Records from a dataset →
◆ ◆ ◆ ◆ ◆ ◆ ◆

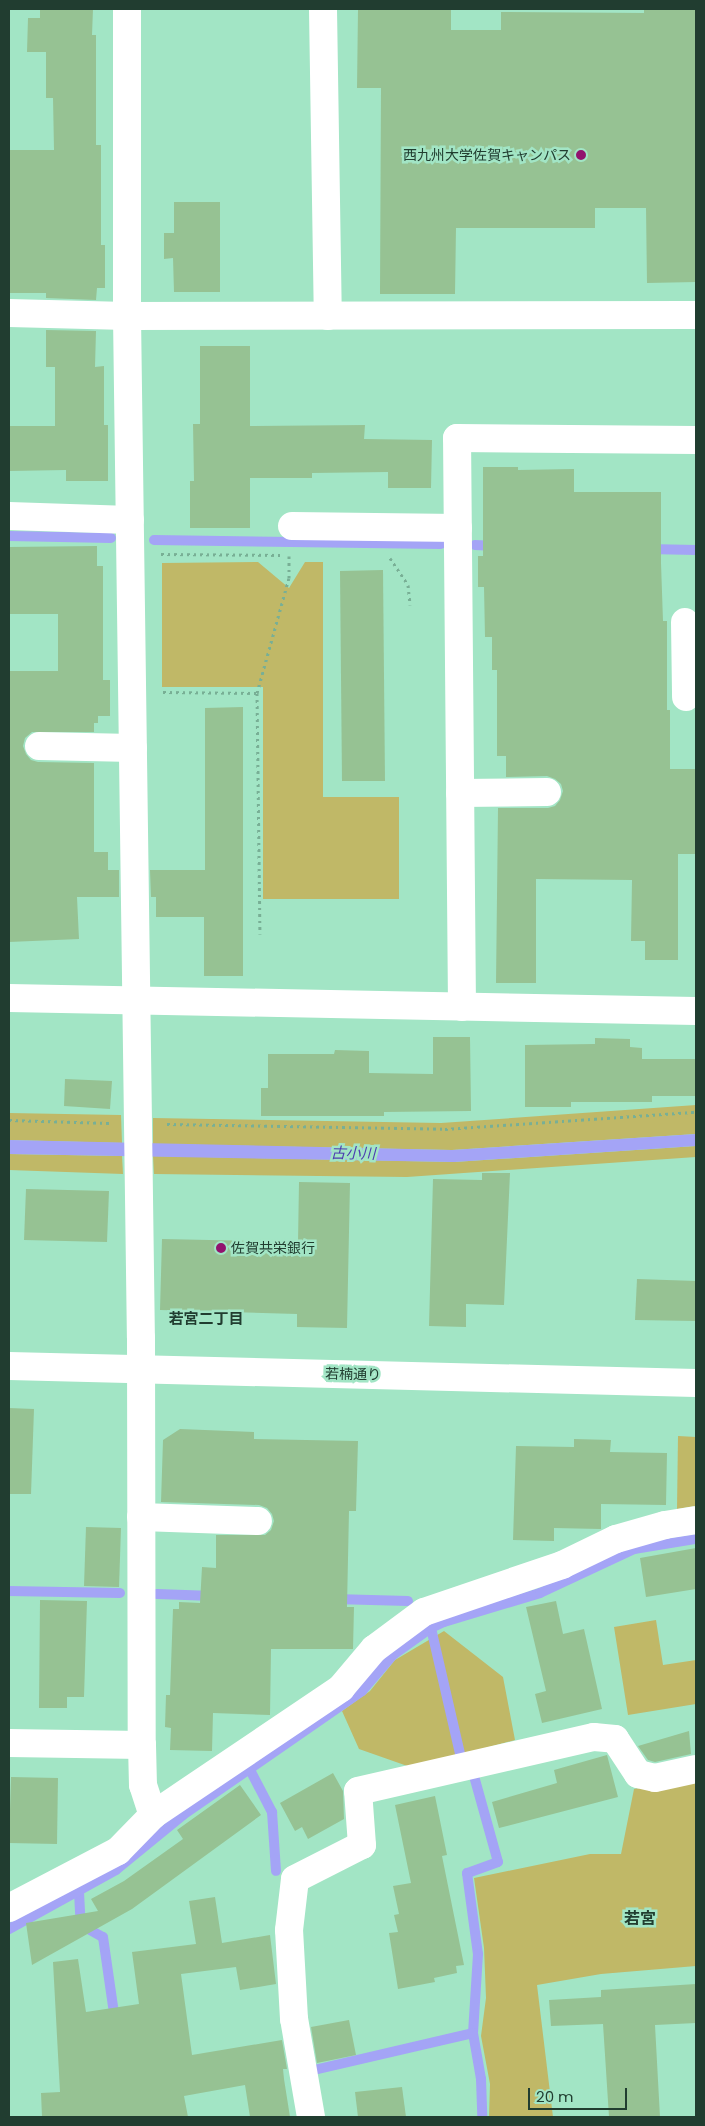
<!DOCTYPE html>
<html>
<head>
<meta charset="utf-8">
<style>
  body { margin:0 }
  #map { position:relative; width:705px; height:2126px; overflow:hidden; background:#a2e5c5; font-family:Poppins,"Noto Sans JP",sans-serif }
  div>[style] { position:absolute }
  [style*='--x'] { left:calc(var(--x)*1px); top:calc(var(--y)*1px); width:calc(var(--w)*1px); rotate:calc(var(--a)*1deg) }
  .green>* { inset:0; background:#c0b867 }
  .water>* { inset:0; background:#a4a4f6 }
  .stream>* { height:10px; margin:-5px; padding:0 5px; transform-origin:5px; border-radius:5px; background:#a4a4f6 }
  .building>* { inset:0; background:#96c293 }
  .path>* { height:3px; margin-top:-1.5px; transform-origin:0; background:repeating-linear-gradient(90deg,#78af95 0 2.5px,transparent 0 6.5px) }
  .minor>* { height:28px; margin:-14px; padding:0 14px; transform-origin:14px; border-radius:14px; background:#fff }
  .tertiary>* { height:28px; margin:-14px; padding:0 14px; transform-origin:14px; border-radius:14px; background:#fff }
  .dots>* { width:14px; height:14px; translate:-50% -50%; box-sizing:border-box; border:2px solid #a2e5c5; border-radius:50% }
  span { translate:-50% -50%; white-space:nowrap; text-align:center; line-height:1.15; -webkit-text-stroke:5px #a2e5c5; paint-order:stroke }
  .poi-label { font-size:14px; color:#213d30 }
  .right { translate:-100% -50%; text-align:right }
  .left { translate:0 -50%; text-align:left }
  .street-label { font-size:14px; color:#213d30 }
  .water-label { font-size:15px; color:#4d3cb1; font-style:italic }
  .neighbourhood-label { font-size:15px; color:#213d30; font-weight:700 }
  .quarter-label { font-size:16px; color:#213d30; font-weight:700 }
  .frame { position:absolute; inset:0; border:10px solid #213d30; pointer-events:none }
  .scale { position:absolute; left:528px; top:2088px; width:99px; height:22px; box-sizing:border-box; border:2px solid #213d30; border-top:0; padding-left:6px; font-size:15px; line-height:18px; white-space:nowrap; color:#213d30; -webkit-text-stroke:4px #a2e5c5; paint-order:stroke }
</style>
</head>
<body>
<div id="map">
  <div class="green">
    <i style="clip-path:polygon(258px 562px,289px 588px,305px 562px,323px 562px,323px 797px,399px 797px,399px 899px,263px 899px,263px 687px,162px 687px,162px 563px)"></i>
    <i style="clip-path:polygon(696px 1105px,696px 1134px,452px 1150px,153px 1144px,153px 1118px,441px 1123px)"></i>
    <i style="clip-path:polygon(9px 1113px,121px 1115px,122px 1143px,9px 1140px)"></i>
    <i style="clip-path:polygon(696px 1146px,696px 1157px,407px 1177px,154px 1174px,153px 1156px,454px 1162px)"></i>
    <i style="clip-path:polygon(9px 1154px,122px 1156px,123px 1174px,9px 1170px)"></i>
    <i style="clip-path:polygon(678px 1436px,696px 1437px,696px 1506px,677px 1509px)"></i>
    <i style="clip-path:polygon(656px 1620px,663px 1665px,696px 1660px,696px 1704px,628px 1715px,614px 1627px)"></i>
    <i style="clip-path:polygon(444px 1631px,503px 1677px,515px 1740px,413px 1768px,359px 1749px,342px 1711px,370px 1691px,395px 1660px)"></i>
    <i style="clip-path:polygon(696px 1777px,696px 1966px,601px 1974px,537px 1985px,553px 2117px,489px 2117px,490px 2084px,481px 2036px,486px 1998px,484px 1948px,474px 1878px,590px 1854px,621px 1854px,634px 1789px)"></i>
  </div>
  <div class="water">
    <i style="clip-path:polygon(696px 1134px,696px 1146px,454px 1162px,9px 1154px,9px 1140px,452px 1150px)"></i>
  </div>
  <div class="stream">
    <i style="--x:9;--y:536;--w:102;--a:1.1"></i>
    <i style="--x:154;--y:540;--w:287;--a:0.8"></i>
    <i style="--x:475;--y:545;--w:20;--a:3"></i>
    <i style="--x:647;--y:549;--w:49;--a:1.2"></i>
    <i style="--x:9;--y:1591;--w:111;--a:1"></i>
    <i style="--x:157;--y:1594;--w:56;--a:2"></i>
    <i style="--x:334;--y:1599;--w:74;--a:1.5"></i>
    <i style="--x:431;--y:1628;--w:133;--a:77"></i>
    <i style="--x:461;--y:1758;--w:8;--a:0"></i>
    <i style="--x:249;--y:1768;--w:50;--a:62.4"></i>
    <i style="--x:272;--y:1812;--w:59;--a:86.1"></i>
    <i style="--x:474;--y:1776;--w:89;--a:74.4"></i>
    <i style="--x:498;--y:1862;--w:33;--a:160"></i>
    <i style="--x:467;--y:1873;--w:82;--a:82.3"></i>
    <i style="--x:478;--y:1954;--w:79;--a:93.6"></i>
    <i style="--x:473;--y:2033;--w:47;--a:80.1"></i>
    <i style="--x:481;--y:2079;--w:38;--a:88"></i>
    <i style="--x:79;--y:1892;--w:33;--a:87"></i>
    <i style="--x:81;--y:1925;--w:25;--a:29"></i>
    <i style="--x:103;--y:1937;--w:84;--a:81.8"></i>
    <i style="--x:9;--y:1929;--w:122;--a:-28.9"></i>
    <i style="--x:116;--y:1870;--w:87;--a:-39.4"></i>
    <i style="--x:183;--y:1815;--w:218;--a:-34.7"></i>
    <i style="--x:362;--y:1691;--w:48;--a:-49.3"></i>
    <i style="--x:393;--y:1655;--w:47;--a:-35.4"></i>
    <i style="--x:431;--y:1628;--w:14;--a:-25"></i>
    <i style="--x:444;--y:1622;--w:100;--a:-16.8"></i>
    <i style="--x:540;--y:1593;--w:104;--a:-25.1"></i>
    <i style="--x:634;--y:1549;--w:63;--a:-9.2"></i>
    <i style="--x:314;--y:2070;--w:163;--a:-13.1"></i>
  </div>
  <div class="building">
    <i style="clip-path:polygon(40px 9px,93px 9px,92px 35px,96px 35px,96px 145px,101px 145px,101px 245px,105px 245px,105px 288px,97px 288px,96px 300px,46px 298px,46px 293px,9px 293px,9px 150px,54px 150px,53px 98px,46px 98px,46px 52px,27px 52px,28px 18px,40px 18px)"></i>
    <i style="clip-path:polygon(358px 9px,451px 9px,451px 30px,501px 30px,501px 12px,644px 13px,644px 9px,696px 9px,696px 282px,647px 283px,646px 208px,595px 208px,595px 228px,456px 228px,455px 294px,380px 294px,381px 88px,357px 88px)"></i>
    <i style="clip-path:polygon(174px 202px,220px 202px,220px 292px,174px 292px,173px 258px,164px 259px,164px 233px,174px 233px)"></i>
    <i style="clip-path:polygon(46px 330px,96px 331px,95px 367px,104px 366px,104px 425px,108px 425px,108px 481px,66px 481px,66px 470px,9px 471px,9px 426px,55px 426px,55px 367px,46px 367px)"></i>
    <i style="clip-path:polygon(200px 346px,250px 346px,250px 426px,365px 425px,364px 439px,432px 440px,431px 488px,388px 488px,388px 472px,312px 473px,312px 478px,250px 478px,250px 528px,190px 528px,190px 481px,194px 481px,193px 424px,200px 424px)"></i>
    <i style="clip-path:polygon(483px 467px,518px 467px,518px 470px,574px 469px,574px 492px,661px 492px,661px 563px,663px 621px,667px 621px,667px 710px,670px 710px,670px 769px,696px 769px,696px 854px,678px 854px,678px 960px,645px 960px,645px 941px,631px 941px,632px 880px,536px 879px,536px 983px,496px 983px,498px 808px,548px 808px,555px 806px,560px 800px,563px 791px,561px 784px,555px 779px,547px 776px,506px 777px,506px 756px,497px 756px,497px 670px,492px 670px,492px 637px,485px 637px,484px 587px,478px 587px,478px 556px,483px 556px)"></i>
    <i style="clip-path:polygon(97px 546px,97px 566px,103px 566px,103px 680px,110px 680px,110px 716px,98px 716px,98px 723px,94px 723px,94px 732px,32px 732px,25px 738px,23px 746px,26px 754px,31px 760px,38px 762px,94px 763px,94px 852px,108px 852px,108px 870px,119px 870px,119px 897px,77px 897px,79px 939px,9px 942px,9px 671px,58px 671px,58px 614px,9px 614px,9px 547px)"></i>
    <i style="clip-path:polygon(383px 570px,385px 781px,342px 781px,340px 571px)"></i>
    <i style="clip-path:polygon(243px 707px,243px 976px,204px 976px,204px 917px,156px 917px,156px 897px,151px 897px,150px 870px,205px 870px,205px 708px)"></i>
    <i style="clip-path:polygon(433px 1037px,470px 1037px,471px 1111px,384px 1112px,384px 1116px,261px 1116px,261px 1088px,268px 1088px,268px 1054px,334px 1054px,335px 1050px,369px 1051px,369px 1073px,433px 1074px)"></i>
    <i style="clip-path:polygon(595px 1038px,630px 1039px,630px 1047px,642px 1048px,642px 1059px,696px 1059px,696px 1096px,652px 1096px,652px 1102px,571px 1102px,571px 1107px,525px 1107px,525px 1045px,595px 1044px)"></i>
    <i style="clip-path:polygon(65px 1079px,112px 1081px,110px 1109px,64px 1106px)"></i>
    <i style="clip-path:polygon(482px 1173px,510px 1173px,504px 1305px,466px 1304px,466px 1327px,429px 1326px,433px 1179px,482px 1180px)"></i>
    <i style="clip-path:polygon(299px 1182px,350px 1183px,347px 1328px,297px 1327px,297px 1314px,160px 1310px,162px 1239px,298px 1242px)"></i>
    <i style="clip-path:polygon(26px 1189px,109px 1191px,107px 1242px,24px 1240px)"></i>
    <i style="clip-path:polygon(637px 1279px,696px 1281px,696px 1321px,635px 1320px)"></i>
    <i style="clip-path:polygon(9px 1408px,34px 1409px,31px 1494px,9px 1494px)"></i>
    <i style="clip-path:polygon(180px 1429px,254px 1432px,254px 1439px,358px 1441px,356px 1511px,349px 1511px,347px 1607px,354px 1607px,353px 1649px,271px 1649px,270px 1715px,213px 1713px,212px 1751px,170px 1750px,171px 1728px,165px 1727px,166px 1695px,170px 1695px,173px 1609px,179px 1609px,179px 1602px,200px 1603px,202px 1567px,216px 1568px,216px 1535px,265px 1535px,271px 1530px,274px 1521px,272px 1514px,267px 1508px,259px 1505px,161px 1502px,163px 1440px)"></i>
    <i style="clip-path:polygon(574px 1439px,611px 1440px,610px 1452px,667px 1453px,666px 1505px,601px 1504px,601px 1529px,554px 1528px,554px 1541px,513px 1540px,516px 1446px,574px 1447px)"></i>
    <i style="clip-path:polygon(86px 1527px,121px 1528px,119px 1587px,84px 1586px)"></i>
    <i style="clip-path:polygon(696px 1548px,696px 1589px,646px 1597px,640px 1558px)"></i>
    <i style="clip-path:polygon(40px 1600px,87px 1601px,84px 1697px,67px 1697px,67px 1708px,39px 1708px)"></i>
    <i style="clip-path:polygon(556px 1601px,563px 1634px,584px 1629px,602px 1709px,542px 1723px,535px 1694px,546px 1691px,526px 1607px)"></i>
    <i style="clip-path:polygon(689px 1731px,691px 1754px,655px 1762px,648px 1760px,638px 1746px)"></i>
    <i style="clip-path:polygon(607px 1755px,618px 1797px,499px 1828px,492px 1802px,557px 1783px,554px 1770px)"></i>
    <i style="clip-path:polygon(333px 1773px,343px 1791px,344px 1819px,308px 1839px,302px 1827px,295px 1831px,280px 1803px)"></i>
    <i style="clip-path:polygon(11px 1777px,58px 1778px,57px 1844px,9px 1843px)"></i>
    <i style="clip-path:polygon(240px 1785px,261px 1815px,132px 1909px,32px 1965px,26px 1923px,98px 1911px,91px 1899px,124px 1881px,183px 1839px,177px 1830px)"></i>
    <i style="clip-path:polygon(435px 1796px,447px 1855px,442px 1856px,464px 1965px,456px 1966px,457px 1973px,434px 1978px,435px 1982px,398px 1989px,389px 1933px,398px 1932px,394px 1915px,399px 1914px,393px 1886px,411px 1883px,395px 1805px)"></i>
    <i style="clip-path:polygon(215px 1897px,222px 1943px,270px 1935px,276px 1984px,240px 1990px,236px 1967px,181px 1974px,192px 2055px,282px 2040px,287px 2069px,283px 2069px,284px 2079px,290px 2117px,250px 2117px,245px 2085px,184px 2096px,188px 2117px,42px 2117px,41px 2093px,60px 2092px,53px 1962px,78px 1959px,86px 2012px,139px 2004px,132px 1952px,196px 1944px,189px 1901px)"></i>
    <i style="clip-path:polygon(696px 1984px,696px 2023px,655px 2025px,660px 2117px,609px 2117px,603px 2024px,551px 2026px,549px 2000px,601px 1997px,601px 1990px)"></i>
    <i style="clip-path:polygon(349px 2020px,356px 2055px,317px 2063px,311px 2027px)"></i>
    <i style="clip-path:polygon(402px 2087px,406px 2117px,358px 2117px,355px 2092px)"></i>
  </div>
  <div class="path">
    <i style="--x:161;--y:554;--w:119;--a:0.5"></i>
    <i style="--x:390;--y:558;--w:32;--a:56"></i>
    <i style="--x:408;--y:585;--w:20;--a:84"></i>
    <i style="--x:163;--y:692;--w:94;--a:0.6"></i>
    <i style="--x:257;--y:693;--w:119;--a:-74.5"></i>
    <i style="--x:289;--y:578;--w:22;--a:-90"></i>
    <i style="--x:257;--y:693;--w:241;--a:89.3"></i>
    <i style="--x:9;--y:1120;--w:100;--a:1.7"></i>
    <i style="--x:167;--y:1124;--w:278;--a:1"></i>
    <i style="--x:445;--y:1129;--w:252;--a:-3.9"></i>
  </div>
  <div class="minor">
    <i style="--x:127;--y:9;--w:307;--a:90"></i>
    <i style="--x:127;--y:316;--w:1022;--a:89.22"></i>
    <i style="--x:141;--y:1338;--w:407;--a:89.9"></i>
    <i style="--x:142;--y:1745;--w:40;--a:88.6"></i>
    <i style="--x:143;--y:1785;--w:32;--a:72"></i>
    <i style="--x:323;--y:9;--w:307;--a:89.1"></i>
    <i style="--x:9;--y:313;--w:118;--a:1.5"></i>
    <i style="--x:127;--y:316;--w:569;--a:-0.1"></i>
    <i style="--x:9;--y:516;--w:121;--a:1.9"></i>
    <i style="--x:292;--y:526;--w:166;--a:0.7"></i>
    <i style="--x:685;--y:622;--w:75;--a:89.2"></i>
    <i style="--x:39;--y:746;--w:94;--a:1.2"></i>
    <i style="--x:460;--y:793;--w:87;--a:-0.7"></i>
    <i style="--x:462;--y:1007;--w:569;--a:-90.5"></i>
    <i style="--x:457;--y:438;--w:239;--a:0.5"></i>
    <i style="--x:141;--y:1517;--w:117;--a:2"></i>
    <i style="--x:9;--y:1908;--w:123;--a:-27.6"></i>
    <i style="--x:118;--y:1851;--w:50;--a:-45.8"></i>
    <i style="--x:153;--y:1815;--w:227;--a:-34"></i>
    <i style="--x:341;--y:1688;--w:51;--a:-49.8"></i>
    <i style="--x:374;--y:1649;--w:62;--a:-36.5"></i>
    <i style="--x:424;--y:1612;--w:146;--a:-18.8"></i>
    <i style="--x:562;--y:1565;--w:60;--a:-25.7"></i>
    <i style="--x:616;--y:1539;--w:51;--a:-15.9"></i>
    <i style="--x:665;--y:1525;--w:31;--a:-9"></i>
    <i style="--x:311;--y:2117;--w:99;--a:-99.8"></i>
    <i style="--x:294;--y:2019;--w:89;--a:-93.2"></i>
    <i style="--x:289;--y:1930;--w:51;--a:-83.3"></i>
    <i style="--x:295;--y:1879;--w:75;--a:-26.9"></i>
    <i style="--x:362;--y:1845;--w:54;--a:-94.2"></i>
    <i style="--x:358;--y:1791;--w:242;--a:-12.9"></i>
    <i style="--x:594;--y:1737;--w:21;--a:5"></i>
    <i style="--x:615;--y:1739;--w:42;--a:56.7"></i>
    <i style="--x:638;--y:1774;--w:17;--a:13"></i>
    <i style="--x:655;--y:1778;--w:42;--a:-12.4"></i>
  </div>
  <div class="tertiary">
    <i style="--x:9;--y:998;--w:687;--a:1.08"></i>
    <i style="--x:9;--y:1366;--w:687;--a:1.42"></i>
    <i style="--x:9;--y:1743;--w:133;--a:0.9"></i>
  </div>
  <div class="dots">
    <i style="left:581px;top:155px;background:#92136e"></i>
    <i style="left:221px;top:1248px;background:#92136e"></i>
  </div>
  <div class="poi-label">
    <span class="right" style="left:571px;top:155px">西九州大学佐賀キャンパス</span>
    <span class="left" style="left:231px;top:1248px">佐賀共栄銀行</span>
  </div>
  <div class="street-label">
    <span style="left:353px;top:1374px;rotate:1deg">若楠通り</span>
  </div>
  <div class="water-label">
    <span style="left:353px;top:1153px;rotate:1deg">古小川</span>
  </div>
  <div class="neighbourhood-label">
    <span style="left:206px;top:1319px">若宮二丁目</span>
  </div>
  <div class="quarter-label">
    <span style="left:640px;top:1919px">若宮</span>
  </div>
  <div class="frame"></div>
  <div class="scale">20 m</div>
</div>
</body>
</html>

◆ ◆ ◆ ◆ ◆ ◆ ◆

Reproduce exactly the entries from their first line through the line containing "width:14px; height:14px; translate:-50%", including both, and omit any pictures.

Answer to the exercise →
<!DOCTYPE html>
<html>
<head>
<meta charset="utf-8">
<style>
  body { margin:0 }
  #map { position:relative; width:705px; height:2126px; overflow:hidden; background:#a2e5c5; font-family:Poppins,"Noto Sans JP",sans-serif }
  div>[style] { position:absolute }
  [style*='--x'] { left:calc(var(--x)*1px); top:calc(var(--y)*1px); width:calc(var(--w)*1px); rotate:calc(var(--a)*1deg) }
  .green>* { inset:0; background:#c0b867 }
  .water>* { inset:0; background:#a4a4f6 }
  .stream>* { height:10px; margin:-5px; padding:0 5px; transform-origin:5px; border-radius:5px; background:#a4a4f6 }
  .building>* { inset:0; background:#96c293 }
  .path>* { height:3px; margin-top:-1.5px; transform-origin:0; background:repeating-linear-gradient(90deg,#78af95 0 2.5px,transparent 0 6.5px) }
  .minor>* { height:28px; margin:-14px; padding:0 14px; transform-origin:14px; border-radius:14px; background:#fff }
  .tertiary>* { height:28px; margin:-14px; padding:0 14px; transform-origin:14px; border-radius:14px; background:#fff }
  .dots>* { width:14px; height:14px; translate:-50% -50%; box-sizing:border-box; border:2px solid #a2e5c5; border-radius:50% }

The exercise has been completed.